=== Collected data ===
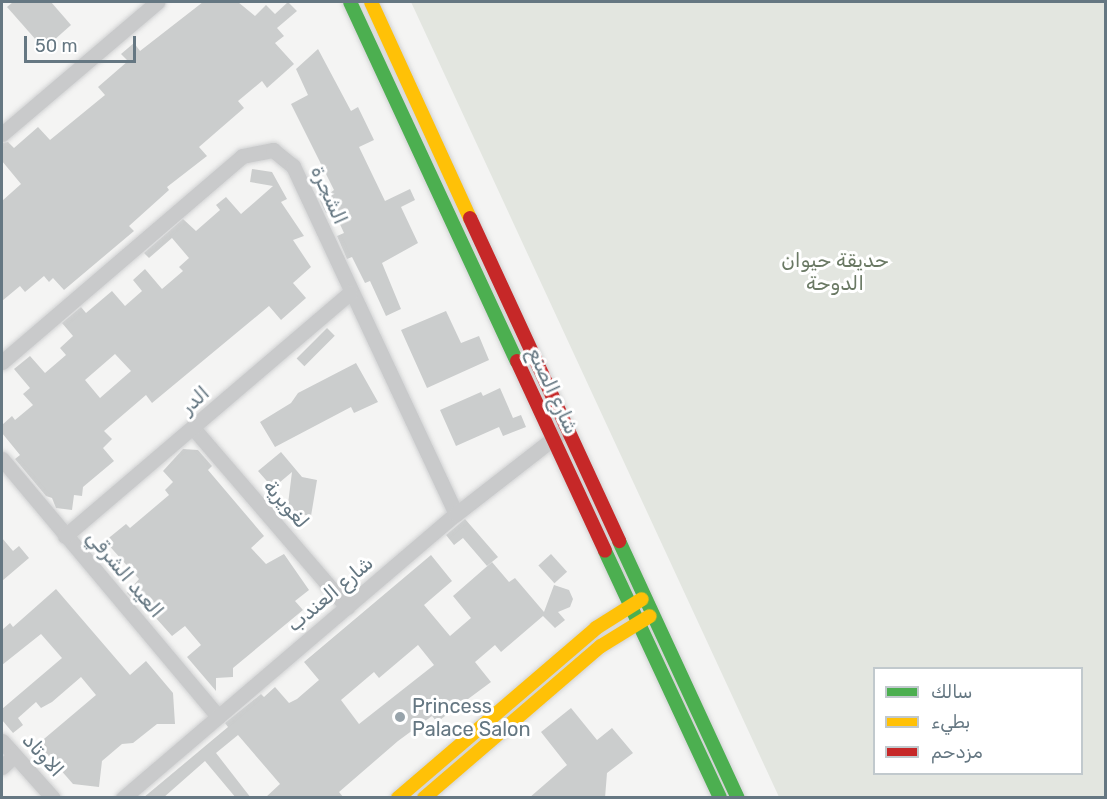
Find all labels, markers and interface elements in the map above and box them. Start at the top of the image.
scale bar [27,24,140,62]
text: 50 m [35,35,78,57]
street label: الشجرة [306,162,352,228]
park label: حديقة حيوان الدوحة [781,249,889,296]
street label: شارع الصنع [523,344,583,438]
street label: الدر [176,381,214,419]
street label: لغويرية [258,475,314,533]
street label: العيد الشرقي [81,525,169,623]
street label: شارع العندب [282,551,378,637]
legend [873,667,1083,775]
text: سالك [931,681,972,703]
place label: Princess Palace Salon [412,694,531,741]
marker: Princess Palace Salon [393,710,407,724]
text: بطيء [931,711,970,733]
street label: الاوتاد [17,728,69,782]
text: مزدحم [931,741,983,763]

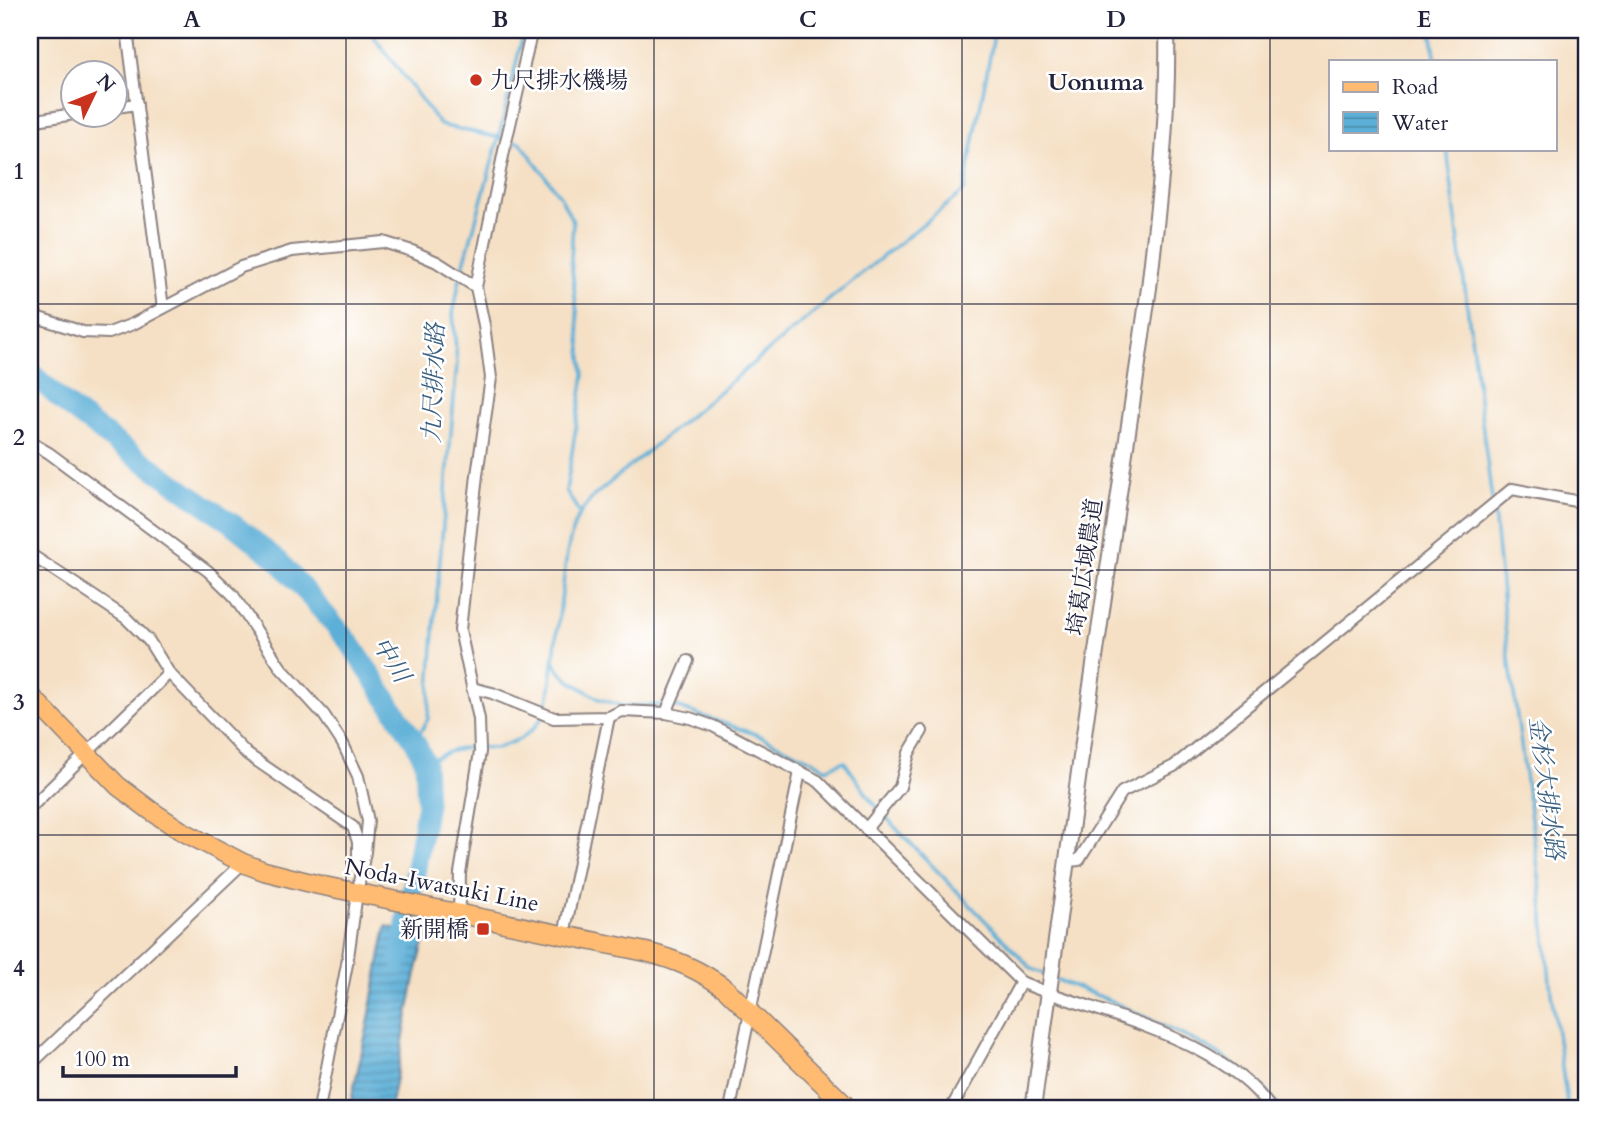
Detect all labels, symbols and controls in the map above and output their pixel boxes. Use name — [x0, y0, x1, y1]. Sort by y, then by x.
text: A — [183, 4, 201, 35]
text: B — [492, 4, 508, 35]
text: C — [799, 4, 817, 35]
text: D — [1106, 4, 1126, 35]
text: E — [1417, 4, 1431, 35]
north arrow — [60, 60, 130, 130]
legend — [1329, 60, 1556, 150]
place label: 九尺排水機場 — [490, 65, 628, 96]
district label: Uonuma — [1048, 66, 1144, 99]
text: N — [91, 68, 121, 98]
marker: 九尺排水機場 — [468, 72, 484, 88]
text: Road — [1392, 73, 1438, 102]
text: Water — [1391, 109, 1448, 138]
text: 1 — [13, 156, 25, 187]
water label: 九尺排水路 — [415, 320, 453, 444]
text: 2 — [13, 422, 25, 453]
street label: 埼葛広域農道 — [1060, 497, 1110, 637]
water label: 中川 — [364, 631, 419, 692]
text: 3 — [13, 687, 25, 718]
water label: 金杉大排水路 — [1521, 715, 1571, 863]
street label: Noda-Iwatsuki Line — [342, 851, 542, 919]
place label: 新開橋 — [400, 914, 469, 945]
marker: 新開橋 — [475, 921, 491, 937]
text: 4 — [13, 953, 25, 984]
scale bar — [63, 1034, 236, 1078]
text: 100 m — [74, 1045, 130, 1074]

=== Aim of the task ===
Repeat the records above exactly. No pictures go into the repeat.

=== Solution below ===
Find all labels, markers and interface elements in the map above and box them. Start at the top of the image.
scale bar [27,24,140,62]
text: 50 m [35,35,78,57]
street label: الشجرة [306,162,352,228]
park label: حديقة حيوان الدوحة [781,249,889,296]
street label: شارع الصنع [523,344,583,438]
street label: الدر [176,381,214,419]
street label: لغويرية [258,475,314,533]
street label: العيد الشرقي [81,525,169,623]
street label: شارع العندب [282,551,378,637]
legend [873,667,1083,775]
text: سالك [931,681,972,703]
place label: Princess Palace Salon [412,694,531,741]
marker: Princess Palace Salon [393,710,407,724]
text: بطيء [931,711,970,733]
street label: الاوتاد [17,728,69,782]
text: مزدحم [931,741,983,763]

Detect all labels, symbols and controls in the map above and output their pixel boxes. Use name — [x0, y0, x1, y1]. Sort by y, then by x.
text: A — [183, 4, 201, 35]
text: B — [492, 4, 508, 35]
text: C — [799, 4, 817, 35]
text: D — [1106, 4, 1126, 35]
text: E — [1417, 4, 1431, 35]
north arrow — [60, 60, 130, 130]
legend — [1329, 60, 1556, 150]
place label: 九尺排水機場 — [490, 65, 628, 96]
district label: Uonuma — [1048, 66, 1144, 99]
text: N — [91, 68, 121, 98]
marker: 九尺排水機場 — [468, 72, 484, 88]
text: Road — [1392, 73, 1438, 102]
text: Water — [1391, 109, 1448, 138]
text: 1 — [13, 156, 25, 187]
water label: 九尺排水路 — [415, 320, 453, 444]
text: 2 — [13, 422, 25, 453]
street label: 埼葛広域農道 — [1060, 497, 1110, 637]
water label: 中川 — [364, 631, 419, 692]
text: 3 — [13, 687, 25, 718]
water label: 金杉大排水路 — [1521, 715, 1571, 863]
street label: Noda-Iwatsuki Line — [342, 851, 542, 919]
place label: 新開橋 — [400, 914, 469, 945]
marker: 新開橋 — [475, 921, 491, 937]
text: 4 — [13, 953, 25, 984]
scale bar — [63, 1034, 236, 1078]
text: 100 m — [74, 1045, 130, 1074]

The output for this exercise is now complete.